This dish has a lot going for it! Makrut lime leaves are mixed with soy sauce to create the perfect marinade for tender chicken, noodles and a bowl full of bright veggies. Get in quick, this one won't last long!
Unfortunately, this week’s crushed peanuts were in short supply, so we’ve replaced them with crispy shallots. Don’t worry, the recipe will be just as delicious, just be sure to follow your recipe card!
Always read product labels for the most up-to-date allergen information. Visit hellofresh.com.au/foodinfo for allergen and ingredient information. If you have received a substitute ingredient, please be aware allergens may have changed.
1 leaves
makrut lime leaves
1 packet
chicken tenderloins
1 packet
egg noodles
(Contains Egg, Gluten, Wheat;)
1 bag
Broccoli & Carrot Mix
1 sachet
Southeast Asian Spice Blend
1 packet
coconut milk
1 bag
baby spinach leaves
1 packet
crispy shallots
olive oil
¼ cup
water
2 tbs
soy sauce
(Contains Gluten, Soy;)
1 tsp
vinegar (white wine or rice wine)
1 tsp
brown sugar
(May be present: Milk, Almond, Hazelnut, Cashew, Brazil Nut, Pecan, Pine nuts, Macadamia, Pistachio, Walnut, Soy, Sesame, Peanut. )
• Boil kettle. Remove centre veins from makrut lime leaves then very finely chop. • In a small bowl combine makrut lime leaves, the water, the soy sauce, the vinegar and the brown sugar. • Cut chicken tenderloins into 2cm chunks.
TIP: The makrut lime leaves are fibrous so you want to cut them into small pieces!
• In a large frying pan, heat a drizzle of olive oil over high heat. • When oil is hot, cook chicken, tossing occasionally, until browned and cooked through (when no longer pink inside), 5-6 minutes. Season. Transfer to a plate. • Meanwhile, half-fill a medium saucepan with boiling water. Cook egg noodles over medium-high heat, stirring occasionally with a fork to separate, until tender, 4-5 minutes. • Drain, rinse and set aside.

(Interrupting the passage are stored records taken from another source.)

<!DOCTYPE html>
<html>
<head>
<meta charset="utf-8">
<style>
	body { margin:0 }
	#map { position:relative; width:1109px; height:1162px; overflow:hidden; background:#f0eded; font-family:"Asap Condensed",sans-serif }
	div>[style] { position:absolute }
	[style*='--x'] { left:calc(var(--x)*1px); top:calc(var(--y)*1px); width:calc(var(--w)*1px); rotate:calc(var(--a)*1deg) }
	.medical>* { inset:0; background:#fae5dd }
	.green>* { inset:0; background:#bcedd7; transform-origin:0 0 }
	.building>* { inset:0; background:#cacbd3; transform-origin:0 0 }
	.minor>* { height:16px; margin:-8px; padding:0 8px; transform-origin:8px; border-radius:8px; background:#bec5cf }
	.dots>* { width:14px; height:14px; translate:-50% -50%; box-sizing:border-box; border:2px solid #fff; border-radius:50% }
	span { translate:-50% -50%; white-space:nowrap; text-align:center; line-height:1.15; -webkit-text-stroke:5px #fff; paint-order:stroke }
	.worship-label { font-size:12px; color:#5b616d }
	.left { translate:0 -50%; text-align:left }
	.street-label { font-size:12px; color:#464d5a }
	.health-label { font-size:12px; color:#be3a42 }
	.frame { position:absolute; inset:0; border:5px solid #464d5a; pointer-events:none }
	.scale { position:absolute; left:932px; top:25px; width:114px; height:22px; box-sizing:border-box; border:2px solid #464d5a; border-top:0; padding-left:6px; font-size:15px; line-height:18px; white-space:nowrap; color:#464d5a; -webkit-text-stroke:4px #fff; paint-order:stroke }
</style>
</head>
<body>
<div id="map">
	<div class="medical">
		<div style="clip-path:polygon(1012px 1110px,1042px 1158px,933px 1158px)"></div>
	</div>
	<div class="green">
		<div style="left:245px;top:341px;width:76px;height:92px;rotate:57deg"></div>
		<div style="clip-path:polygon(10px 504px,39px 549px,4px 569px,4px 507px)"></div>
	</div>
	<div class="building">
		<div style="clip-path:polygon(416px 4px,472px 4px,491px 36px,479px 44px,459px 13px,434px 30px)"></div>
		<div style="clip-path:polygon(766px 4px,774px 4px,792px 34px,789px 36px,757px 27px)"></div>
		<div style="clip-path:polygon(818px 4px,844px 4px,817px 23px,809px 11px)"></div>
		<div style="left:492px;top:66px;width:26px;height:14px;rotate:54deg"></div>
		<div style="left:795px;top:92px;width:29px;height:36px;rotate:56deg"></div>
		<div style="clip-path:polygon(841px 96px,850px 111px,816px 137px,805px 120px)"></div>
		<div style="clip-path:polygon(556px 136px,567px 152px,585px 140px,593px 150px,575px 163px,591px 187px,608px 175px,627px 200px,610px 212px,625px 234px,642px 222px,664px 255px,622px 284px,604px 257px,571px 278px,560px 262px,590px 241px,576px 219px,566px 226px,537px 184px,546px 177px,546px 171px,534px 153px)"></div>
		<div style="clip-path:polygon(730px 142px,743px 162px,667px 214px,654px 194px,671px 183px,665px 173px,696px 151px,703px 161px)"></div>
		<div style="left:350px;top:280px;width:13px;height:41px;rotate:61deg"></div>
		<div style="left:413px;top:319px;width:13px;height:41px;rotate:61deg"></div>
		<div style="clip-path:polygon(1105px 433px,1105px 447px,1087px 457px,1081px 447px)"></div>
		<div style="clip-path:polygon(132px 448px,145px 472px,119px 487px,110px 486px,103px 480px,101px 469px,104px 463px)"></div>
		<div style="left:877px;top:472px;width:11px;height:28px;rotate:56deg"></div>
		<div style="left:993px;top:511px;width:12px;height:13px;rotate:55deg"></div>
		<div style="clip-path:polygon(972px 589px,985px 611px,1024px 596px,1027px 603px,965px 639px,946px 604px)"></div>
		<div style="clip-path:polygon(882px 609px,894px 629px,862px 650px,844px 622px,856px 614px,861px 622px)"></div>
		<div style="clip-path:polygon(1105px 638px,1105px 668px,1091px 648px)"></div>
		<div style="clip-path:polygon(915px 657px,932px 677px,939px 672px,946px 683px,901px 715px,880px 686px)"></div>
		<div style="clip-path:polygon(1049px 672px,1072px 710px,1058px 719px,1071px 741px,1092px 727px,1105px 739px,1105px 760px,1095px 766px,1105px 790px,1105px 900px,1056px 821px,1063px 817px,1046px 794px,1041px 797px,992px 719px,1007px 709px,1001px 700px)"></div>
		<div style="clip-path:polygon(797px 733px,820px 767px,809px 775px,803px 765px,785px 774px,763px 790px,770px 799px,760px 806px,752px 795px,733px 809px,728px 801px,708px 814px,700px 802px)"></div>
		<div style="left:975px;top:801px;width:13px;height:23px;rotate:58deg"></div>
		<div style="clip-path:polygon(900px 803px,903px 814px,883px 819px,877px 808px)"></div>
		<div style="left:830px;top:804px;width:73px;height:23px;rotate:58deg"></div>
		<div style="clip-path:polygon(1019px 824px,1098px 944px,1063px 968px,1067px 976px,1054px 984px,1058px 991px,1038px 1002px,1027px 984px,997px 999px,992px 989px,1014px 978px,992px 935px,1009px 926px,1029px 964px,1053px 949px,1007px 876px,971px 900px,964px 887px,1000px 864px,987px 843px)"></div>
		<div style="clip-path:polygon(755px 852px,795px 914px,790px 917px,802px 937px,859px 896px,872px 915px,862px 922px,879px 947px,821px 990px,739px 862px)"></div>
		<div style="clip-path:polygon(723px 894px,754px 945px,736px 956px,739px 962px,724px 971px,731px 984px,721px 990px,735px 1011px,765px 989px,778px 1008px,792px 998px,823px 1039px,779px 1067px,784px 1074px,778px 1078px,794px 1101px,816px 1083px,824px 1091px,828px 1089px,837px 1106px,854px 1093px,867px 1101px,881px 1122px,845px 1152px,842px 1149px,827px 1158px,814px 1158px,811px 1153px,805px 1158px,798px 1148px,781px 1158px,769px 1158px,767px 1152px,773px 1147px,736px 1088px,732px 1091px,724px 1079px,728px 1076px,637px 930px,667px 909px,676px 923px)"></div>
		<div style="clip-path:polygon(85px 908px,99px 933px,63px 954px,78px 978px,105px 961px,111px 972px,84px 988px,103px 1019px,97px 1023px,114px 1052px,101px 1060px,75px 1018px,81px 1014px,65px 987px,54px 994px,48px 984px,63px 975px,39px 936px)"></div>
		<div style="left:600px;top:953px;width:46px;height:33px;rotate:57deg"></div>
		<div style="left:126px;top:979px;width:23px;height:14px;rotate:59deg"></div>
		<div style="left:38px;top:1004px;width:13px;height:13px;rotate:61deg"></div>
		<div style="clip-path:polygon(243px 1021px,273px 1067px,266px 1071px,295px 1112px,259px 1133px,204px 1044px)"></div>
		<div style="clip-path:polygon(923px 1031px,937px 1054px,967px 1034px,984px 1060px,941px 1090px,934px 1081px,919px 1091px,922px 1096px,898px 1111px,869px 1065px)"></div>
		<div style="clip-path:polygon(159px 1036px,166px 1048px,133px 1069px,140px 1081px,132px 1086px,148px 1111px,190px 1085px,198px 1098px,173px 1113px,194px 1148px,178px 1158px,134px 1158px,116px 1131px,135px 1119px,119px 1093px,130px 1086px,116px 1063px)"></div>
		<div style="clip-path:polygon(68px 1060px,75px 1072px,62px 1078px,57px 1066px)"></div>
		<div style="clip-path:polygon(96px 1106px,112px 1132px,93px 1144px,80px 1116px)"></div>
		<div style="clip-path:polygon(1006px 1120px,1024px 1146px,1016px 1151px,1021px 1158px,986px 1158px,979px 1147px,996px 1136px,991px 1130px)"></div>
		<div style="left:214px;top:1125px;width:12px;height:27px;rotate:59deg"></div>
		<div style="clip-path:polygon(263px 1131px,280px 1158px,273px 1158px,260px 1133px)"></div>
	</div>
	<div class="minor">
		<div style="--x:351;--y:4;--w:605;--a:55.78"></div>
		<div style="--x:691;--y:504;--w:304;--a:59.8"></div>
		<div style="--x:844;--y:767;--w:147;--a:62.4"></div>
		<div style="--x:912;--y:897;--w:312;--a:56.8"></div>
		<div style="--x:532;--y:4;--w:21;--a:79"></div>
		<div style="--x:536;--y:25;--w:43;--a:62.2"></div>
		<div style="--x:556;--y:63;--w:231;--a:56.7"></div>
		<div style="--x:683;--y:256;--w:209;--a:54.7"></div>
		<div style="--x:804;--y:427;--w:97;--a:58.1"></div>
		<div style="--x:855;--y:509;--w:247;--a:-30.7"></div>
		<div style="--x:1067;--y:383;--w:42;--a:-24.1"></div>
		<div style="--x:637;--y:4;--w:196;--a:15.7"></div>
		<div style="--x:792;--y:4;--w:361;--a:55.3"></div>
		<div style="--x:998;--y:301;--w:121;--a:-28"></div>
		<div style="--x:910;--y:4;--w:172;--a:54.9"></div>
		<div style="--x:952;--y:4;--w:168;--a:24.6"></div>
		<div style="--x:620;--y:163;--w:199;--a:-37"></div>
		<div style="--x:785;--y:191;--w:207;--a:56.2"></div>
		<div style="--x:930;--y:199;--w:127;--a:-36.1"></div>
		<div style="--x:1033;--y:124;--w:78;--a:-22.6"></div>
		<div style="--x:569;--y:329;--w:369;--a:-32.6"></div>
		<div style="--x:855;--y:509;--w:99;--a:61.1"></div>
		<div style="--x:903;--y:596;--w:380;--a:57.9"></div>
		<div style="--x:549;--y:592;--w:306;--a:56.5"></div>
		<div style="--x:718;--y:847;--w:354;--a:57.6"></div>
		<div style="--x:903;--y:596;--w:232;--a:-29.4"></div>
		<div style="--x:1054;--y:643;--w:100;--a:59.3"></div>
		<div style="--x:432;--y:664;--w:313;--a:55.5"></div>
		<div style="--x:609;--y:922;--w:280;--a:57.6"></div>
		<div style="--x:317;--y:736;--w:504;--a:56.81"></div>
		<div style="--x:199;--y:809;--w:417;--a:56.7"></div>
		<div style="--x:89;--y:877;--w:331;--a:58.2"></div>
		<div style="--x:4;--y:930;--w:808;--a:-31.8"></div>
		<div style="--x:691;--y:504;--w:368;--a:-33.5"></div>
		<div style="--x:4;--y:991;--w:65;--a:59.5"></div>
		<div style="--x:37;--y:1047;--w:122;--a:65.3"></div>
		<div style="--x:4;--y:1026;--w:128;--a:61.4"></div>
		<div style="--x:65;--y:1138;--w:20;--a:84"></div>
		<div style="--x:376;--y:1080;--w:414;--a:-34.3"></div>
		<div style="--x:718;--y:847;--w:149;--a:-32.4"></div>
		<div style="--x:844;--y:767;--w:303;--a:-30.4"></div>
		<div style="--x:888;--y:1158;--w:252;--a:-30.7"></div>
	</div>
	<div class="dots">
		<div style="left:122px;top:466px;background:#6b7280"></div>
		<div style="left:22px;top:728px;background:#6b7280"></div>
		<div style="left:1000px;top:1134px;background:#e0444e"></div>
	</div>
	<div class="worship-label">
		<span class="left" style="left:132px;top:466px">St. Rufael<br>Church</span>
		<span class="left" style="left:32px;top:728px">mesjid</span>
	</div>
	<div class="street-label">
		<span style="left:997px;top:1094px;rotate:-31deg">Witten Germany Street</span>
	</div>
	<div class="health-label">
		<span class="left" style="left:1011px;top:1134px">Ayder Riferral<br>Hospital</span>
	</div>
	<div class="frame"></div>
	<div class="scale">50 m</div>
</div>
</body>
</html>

• Return frying pan to medium-high heat with a drizzle of olive oil. • Cook broccoli & carrot mix, tossing until tender, 4-5 minutes. Reduce heat to medium and stir in Southeast Asian spice blend, cook until fragrant, 1 minute. • Add coconut milk and makrut-sauce mixture and cook, stirring, until slightly reduced, 1-2 minutes. • Add baby spinach leaves, cooked noodles and cooked chicken to the pan. Cook, tossing, until wilted, 1 minute.
• Divide makrut lime and coconut chicken noodles with veggies between bowls. • Top with crispy shallots to serve. Enjoy!